Scheduled borrowing base redeterminations seem “destined” for more significant reductions later this year given the weak gas price outlook, the widening of gas price discounts relative to oil and the roll-off of up-cycle hedging, Moody’s reported.
“While issuers are concerned about reduced borrowing bases during this spring’s redetermination season, there may be greater sector concern about results during the fall round, which are based on the price outlook at that time and mid-year reserve estimates,” said Oram.
For example, this is the first time in which E&Ps built largely around “extremely” capital-intensive unconventional gas shale and tight gas sands resource plays will be tested by a serious down-cycle, he noted.

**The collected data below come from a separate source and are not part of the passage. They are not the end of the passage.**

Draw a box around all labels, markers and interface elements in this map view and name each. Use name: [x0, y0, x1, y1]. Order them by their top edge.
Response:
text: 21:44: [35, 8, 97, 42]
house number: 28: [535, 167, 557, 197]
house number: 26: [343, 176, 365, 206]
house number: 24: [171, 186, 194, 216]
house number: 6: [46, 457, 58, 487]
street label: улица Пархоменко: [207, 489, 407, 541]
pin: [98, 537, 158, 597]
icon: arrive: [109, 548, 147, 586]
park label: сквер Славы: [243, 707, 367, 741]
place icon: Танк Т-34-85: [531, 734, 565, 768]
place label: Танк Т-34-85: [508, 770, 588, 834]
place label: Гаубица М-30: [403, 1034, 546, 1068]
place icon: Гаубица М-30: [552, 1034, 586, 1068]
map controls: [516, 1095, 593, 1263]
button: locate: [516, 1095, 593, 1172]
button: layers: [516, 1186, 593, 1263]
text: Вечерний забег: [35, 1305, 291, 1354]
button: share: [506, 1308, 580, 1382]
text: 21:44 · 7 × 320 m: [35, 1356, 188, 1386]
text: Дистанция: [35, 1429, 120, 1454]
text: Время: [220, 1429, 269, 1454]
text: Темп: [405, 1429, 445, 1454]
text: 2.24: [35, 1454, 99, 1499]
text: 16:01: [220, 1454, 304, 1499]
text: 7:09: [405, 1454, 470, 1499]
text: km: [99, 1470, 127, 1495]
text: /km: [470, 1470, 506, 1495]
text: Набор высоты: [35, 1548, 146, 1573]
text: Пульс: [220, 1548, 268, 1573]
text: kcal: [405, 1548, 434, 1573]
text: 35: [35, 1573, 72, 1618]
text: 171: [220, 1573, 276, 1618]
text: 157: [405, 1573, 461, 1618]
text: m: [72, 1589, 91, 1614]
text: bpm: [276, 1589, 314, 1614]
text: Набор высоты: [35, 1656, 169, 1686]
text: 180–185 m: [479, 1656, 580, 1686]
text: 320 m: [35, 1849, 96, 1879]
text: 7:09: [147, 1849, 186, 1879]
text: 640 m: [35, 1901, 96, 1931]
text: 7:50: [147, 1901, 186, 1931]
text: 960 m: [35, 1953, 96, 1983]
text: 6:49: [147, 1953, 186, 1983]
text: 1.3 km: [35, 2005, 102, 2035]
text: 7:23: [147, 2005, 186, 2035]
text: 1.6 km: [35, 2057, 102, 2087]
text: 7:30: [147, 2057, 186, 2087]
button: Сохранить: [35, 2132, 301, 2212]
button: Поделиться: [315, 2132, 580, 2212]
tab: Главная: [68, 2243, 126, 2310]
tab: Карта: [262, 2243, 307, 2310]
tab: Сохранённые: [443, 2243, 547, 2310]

“These plays require heavy drilling and development spending to offset the very steep production declines in the first six months of each new well,” said Oram. “It also takes large numbers of new wells to average out the widely varying results per well in such plays. On the plus side, several issuers have alternative sources of cash funding of a large scale not seen in prior down-cycles.”
The sharp market decline in gas and oil prices negatively impacted most borrowing base values, as banks adjusted their price assumptions, the report noted. Going forward, lenders could call a default if an E&P failed to lower its bank borrowings below its new borrowing base within the agreed cure period, said analysts.
Moody’s also found that because of the steep decline in commodity prices, there’s a dwindling amount of gas and oil reserves considered economic to produce, which in turn has reduced companies’ reported reserves.
The Securities and Exchange Commission (SEC) revamped the oil and gas reserves rules, but they won’t take effect until Jan. 1, 2010. Those rules “promise a far less volatile valuation for oil and natural gas reserves over the years,” said Moody’s in a separate report, “E&P Reserves Revisions: Price Issue or Performance Problem.”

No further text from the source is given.